*EXERCISE PROMPT*. Each entry below is to be copied verbatim, with no line missing.
───── MATERIAL FOR THIS EXERCISE ─────
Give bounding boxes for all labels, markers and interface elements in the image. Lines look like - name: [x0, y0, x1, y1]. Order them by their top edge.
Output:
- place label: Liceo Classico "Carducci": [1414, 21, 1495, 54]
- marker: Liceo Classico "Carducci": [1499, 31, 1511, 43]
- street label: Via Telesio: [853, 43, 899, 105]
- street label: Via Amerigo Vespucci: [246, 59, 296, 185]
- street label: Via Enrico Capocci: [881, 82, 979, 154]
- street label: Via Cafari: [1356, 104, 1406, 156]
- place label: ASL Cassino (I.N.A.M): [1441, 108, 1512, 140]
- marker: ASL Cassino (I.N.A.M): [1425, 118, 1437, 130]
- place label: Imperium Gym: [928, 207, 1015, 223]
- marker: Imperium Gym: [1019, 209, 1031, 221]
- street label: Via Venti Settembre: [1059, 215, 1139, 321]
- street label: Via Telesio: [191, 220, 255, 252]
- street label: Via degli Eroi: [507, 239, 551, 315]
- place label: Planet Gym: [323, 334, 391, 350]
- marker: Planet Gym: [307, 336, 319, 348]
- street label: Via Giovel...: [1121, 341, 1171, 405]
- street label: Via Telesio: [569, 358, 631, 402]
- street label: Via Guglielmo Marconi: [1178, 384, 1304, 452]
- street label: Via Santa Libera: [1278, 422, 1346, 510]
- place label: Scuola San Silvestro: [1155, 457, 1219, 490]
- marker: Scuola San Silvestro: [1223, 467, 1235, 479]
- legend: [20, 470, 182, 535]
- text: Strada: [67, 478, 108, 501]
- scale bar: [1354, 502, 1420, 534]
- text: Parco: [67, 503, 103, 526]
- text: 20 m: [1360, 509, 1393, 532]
─────
*RESULT OF THIS TASK*.
Give bounding boxes for all labels, markers and interface elements in the image. Lines look like - name: [x0, y0, x1, y1]. Order them by their top edge.
Output:
- place label: Liceo Classico "Carducci": [1414, 21, 1495, 54]
- marker: Liceo Classico "Carducci": [1499, 31, 1511, 43]
- street label: Via Telesio: [853, 43, 899, 105]
- street label: Via Amerigo Vespucci: [246, 59, 296, 185]
- street label: Via Enrico Capocci: [881, 82, 979, 154]
- street label: Via Cafari: [1356, 104, 1406, 156]
- place label: ASL Cassino (I.N.A.M): [1441, 108, 1512, 140]
- marker: ASL Cassino (I.N.A.M): [1425, 118, 1437, 130]
- place label: Imperium Gym: [928, 207, 1015, 223]
- marker: Imperium Gym: [1019, 209, 1031, 221]
- street label: Via Venti Settembre: [1059, 215, 1139, 321]
- street label: Via Telesio: [191, 220, 255, 252]
- street label: Via degli Eroi: [507, 239, 551, 315]
- place label: Planet Gym: [323, 334, 391, 350]
- marker: Planet Gym: [307, 336, 319, 348]
- street label: Via Giovel...: [1121, 341, 1171, 405]
- street label: Via Telesio: [569, 358, 631, 402]
- street label: Via Guglielmo Marconi: [1178, 384, 1304, 452]
- street label: Via Santa Libera: [1278, 422, 1346, 510]
- place label: Scuola San Silvestro: [1155, 457, 1219, 490]
- marker: Scuola San Silvestro: [1223, 467, 1235, 479]
- legend: [20, 470, 182, 535]
- text: Strada: [67, 478, 108, 501]
- scale bar: [1354, 502, 1420, 534]
- text: Parco: [67, 503, 103, 526]
- text: 20 m: [1360, 509, 1393, 532]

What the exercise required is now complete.